A paciência deixa de ser virtude e passa a ser caminho para a obtenção de lucro

           O professor não tem mais paciência para orientar o aluno. O aluno não tem paciência para ser orientado pelo professor e nem entender a importância de crescer com o aprendizado.
          O médico não tem mais paciência para ouvir o paciente. O paciente não tem paciência para entender o atendente, que não tem paciência para realizar nenhum atendimento.
          O policial não tem paciência para lidar com os cidadãos de bem porque a maioria das pessoas com quem lidam é de bandidos. Os cidadãos de bem não têm paciência de confiar na polícia porque acreditam que todos são corruptos e mal preparados.

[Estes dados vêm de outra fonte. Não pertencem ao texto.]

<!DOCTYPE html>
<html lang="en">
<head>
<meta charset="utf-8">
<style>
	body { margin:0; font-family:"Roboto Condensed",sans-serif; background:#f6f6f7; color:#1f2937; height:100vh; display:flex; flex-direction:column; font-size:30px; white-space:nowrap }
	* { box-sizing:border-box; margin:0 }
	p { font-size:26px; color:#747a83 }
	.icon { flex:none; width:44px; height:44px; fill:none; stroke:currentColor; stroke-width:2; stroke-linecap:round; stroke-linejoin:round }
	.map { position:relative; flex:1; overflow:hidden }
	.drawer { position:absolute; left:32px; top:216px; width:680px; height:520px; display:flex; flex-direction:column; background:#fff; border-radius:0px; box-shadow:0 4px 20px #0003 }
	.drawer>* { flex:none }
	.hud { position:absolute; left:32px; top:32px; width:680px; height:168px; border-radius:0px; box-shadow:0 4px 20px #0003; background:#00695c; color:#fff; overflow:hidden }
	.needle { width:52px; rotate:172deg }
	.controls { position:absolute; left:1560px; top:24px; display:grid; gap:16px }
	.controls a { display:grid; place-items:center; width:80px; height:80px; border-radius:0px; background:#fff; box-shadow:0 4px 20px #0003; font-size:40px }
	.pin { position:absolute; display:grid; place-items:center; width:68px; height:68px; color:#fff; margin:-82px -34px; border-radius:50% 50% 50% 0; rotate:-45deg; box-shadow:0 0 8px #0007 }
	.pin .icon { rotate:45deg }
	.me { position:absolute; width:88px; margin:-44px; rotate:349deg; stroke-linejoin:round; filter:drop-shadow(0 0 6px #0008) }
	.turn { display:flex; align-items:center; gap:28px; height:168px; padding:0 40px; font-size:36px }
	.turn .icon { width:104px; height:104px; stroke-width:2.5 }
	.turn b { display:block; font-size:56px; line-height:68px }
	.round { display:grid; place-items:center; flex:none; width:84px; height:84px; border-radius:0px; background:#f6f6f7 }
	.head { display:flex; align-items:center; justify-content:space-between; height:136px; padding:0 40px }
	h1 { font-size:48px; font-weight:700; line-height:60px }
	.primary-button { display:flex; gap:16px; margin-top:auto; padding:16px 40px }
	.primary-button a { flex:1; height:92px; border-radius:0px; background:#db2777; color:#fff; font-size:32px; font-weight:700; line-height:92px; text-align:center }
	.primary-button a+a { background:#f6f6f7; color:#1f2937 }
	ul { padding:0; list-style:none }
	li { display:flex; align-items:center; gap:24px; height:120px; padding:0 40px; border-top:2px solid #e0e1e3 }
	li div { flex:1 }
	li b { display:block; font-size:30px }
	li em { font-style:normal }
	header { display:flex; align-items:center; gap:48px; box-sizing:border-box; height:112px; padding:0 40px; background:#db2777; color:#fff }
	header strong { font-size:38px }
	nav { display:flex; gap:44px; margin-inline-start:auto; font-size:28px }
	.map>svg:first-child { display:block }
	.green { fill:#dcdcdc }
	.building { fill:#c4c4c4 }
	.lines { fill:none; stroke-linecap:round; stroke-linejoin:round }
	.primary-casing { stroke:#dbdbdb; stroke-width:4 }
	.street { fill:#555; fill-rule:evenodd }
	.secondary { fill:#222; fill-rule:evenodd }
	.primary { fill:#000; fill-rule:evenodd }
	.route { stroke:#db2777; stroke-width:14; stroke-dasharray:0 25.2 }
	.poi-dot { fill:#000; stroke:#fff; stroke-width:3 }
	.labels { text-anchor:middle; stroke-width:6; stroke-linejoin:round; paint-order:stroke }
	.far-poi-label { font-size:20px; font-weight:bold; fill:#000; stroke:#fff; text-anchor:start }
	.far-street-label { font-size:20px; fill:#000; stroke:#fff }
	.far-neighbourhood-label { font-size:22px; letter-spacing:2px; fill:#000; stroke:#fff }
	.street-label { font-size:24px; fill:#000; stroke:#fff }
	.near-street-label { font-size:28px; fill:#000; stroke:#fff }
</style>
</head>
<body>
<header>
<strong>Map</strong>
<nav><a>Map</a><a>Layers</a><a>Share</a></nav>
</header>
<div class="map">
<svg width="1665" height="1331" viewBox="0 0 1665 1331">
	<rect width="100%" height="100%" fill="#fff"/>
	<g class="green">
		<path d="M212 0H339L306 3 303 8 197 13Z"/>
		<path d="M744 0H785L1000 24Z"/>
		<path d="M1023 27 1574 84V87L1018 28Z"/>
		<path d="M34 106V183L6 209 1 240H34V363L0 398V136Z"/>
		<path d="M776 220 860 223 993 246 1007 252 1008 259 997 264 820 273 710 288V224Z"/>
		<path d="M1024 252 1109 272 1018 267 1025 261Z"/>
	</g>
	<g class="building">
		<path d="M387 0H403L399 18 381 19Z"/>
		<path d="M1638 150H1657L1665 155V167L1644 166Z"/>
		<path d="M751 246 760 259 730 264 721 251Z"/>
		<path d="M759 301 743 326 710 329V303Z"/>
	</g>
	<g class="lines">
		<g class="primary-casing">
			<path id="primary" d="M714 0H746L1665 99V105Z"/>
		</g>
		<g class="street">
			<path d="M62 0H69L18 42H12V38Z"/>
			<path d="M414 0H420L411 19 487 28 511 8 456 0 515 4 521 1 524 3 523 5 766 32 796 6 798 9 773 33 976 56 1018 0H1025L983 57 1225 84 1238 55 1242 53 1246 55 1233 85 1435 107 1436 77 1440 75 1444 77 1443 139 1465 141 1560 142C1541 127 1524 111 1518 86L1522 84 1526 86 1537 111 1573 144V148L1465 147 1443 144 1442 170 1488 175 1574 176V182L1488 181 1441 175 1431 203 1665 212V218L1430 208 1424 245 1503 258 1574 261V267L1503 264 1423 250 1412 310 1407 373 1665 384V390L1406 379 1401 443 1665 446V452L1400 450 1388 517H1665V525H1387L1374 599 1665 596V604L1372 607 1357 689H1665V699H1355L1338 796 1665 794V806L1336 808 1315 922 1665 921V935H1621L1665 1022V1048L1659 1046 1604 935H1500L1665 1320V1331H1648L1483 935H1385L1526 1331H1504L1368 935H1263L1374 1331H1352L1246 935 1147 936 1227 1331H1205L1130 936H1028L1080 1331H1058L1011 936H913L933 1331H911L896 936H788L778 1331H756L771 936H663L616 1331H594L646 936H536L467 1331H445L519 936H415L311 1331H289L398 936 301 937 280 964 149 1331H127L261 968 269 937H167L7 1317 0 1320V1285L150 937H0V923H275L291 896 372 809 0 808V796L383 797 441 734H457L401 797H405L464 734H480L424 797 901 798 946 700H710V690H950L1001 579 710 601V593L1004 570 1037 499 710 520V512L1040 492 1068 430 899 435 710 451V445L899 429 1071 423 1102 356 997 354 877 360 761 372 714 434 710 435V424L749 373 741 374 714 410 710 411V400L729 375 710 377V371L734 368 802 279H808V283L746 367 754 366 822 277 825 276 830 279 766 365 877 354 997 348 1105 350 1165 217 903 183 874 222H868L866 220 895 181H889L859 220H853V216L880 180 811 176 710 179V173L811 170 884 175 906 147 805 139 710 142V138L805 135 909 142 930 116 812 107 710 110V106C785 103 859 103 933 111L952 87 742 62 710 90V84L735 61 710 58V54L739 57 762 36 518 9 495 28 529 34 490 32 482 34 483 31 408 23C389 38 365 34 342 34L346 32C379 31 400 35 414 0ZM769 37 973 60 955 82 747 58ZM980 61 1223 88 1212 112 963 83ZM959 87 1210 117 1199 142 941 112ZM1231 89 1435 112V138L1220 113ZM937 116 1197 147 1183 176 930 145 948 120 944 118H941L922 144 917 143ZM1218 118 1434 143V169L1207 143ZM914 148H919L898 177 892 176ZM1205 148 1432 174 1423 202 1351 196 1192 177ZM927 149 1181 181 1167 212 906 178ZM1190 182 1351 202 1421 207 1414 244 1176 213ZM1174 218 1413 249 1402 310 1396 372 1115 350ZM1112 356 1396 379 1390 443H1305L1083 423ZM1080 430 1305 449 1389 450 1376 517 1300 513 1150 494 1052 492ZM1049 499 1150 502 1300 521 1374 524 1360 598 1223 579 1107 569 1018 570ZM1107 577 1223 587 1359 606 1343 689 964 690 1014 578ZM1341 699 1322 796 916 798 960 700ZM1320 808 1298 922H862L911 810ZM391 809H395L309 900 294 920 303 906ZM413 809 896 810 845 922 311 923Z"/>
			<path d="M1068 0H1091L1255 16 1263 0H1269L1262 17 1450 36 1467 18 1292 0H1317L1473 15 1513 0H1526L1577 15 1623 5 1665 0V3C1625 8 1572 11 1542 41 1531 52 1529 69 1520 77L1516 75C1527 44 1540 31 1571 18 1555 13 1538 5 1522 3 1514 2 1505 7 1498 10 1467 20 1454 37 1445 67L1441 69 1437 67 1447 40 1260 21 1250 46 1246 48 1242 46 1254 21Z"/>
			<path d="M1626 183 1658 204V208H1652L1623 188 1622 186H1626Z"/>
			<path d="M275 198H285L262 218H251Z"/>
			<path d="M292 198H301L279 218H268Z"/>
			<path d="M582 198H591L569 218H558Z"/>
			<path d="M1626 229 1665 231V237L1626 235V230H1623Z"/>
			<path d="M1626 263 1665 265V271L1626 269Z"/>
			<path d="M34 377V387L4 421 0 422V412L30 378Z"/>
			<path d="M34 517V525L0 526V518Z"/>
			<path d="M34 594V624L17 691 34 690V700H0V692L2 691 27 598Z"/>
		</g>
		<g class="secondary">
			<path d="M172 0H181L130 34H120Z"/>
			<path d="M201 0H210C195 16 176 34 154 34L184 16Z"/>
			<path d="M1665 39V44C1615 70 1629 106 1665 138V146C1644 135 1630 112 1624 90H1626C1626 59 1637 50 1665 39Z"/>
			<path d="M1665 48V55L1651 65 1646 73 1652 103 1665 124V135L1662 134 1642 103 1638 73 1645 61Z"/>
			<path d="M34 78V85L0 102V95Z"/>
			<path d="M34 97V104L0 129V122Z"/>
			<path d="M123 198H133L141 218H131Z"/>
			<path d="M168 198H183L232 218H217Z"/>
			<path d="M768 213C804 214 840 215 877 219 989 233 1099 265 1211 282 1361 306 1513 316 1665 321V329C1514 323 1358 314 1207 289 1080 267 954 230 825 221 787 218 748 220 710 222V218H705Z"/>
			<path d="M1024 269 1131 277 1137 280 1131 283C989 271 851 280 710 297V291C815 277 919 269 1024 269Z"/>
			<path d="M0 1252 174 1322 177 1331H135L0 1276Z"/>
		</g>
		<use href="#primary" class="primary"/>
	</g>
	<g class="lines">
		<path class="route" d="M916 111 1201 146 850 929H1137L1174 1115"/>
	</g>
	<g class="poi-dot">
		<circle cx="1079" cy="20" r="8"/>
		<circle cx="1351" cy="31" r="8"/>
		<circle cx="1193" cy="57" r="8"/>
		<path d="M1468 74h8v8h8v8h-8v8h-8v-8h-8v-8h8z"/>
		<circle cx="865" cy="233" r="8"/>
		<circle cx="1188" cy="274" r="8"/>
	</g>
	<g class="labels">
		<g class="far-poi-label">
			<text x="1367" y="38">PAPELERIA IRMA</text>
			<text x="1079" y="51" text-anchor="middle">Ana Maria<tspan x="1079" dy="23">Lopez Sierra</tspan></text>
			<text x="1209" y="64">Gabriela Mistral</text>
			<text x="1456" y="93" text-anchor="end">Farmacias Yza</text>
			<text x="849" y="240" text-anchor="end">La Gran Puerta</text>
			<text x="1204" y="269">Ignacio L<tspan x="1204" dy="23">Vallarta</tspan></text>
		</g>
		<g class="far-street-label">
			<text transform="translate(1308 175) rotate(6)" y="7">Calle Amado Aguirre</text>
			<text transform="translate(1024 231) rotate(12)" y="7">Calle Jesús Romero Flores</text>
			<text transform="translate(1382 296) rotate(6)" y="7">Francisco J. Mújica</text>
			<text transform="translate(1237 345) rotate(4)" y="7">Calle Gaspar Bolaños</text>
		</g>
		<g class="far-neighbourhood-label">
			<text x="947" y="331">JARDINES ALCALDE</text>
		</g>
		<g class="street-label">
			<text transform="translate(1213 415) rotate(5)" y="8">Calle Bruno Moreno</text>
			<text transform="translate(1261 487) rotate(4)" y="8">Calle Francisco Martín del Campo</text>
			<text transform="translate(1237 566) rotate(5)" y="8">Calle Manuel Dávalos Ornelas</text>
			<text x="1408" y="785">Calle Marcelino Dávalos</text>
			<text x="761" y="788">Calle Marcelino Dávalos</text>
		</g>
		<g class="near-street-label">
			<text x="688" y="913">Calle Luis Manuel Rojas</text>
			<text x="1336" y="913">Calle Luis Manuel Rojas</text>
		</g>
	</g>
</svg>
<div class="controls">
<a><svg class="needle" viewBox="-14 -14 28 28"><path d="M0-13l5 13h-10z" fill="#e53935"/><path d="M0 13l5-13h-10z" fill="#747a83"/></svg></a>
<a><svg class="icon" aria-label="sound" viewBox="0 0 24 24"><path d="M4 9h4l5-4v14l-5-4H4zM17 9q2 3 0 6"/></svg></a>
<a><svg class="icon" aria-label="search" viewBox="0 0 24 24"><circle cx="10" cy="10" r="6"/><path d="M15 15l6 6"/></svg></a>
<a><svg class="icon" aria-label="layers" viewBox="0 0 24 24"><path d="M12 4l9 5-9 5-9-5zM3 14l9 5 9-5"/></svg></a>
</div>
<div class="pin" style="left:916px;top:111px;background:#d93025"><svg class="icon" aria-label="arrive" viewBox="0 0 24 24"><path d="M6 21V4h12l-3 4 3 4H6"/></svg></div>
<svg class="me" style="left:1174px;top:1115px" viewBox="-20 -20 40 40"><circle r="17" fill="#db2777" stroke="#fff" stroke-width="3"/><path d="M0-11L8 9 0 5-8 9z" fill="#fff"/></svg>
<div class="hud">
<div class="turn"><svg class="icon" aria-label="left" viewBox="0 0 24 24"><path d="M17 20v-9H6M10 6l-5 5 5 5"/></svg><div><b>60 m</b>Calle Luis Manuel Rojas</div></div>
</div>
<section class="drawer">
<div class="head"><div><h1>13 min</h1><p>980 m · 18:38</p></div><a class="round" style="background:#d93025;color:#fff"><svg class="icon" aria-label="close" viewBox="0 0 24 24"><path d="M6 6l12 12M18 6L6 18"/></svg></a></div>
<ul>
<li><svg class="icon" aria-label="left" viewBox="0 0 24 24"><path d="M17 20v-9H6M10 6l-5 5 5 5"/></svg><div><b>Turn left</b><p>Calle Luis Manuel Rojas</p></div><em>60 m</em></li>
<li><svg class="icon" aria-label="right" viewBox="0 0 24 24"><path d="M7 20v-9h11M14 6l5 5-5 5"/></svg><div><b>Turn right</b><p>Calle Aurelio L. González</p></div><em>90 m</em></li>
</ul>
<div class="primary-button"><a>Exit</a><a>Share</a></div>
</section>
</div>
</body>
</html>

          A imprensa não tem paciência para apurar de verdade as notícias. A população não tem paciência para filtrar as informações que lê e assiste, separando o joio do trigo; o que é plantado e inventado do que é verossímil.
 
           Quem é que tem paciência hoje em dia? Além dos budistas, é claro. Além dos discípulos de Ghandi e dos flutuantes experts em meditação transcendental. Além dos indianos que praticam autopunição para espiar os pecados. Além dos monges que ateiam fogo ao próprio corpo num ato de produção de churrasco humano inigualável. Quem?
          Muitos profissionais são pacientes! Os vendedores de carros usados, por exemplo. Os vendedores de jazigos; os profissionais que ganham por comissão...
          Os mais pacientes de todos, com grande certeza são os gerentes de banco e os candidatos a algum cargo político. Esses são donos dos sorrisos mais largos do mercado, os mais atenciosos, gentis e preocupados seres do planeta. Apertam mãos, beijam, oferecem cafezinho, colocam crianças no colo, fazem promessas sem fim.
          Seria o caso pensarmos que a paciência estaria ligada à possibilidade de obtenção de lucro? Às vantagens a serem adquiridas? Isso seria desacreditar em um dos pilares da virtude humana, corrompida irrefutavelmente em tempos de individualismo e pensamento baseado apenas no materialismo e no imediatismo da ascensão social promovida pelo dinheiro conseguido a qualquer custo.
          As pessoas já não pensam mais na coletividade, não sentem piedade nem agem apenas pelo bem do coletivo. Toda a demonstração de apoio e comoção com o sofrimento alheio, com as tragédias que ocorrem diariamente é falsa, da boca pra fora, visam apenas elevar a própria imagem pública.
          O ser humano de hoje será o autômato inanimado de amanhã?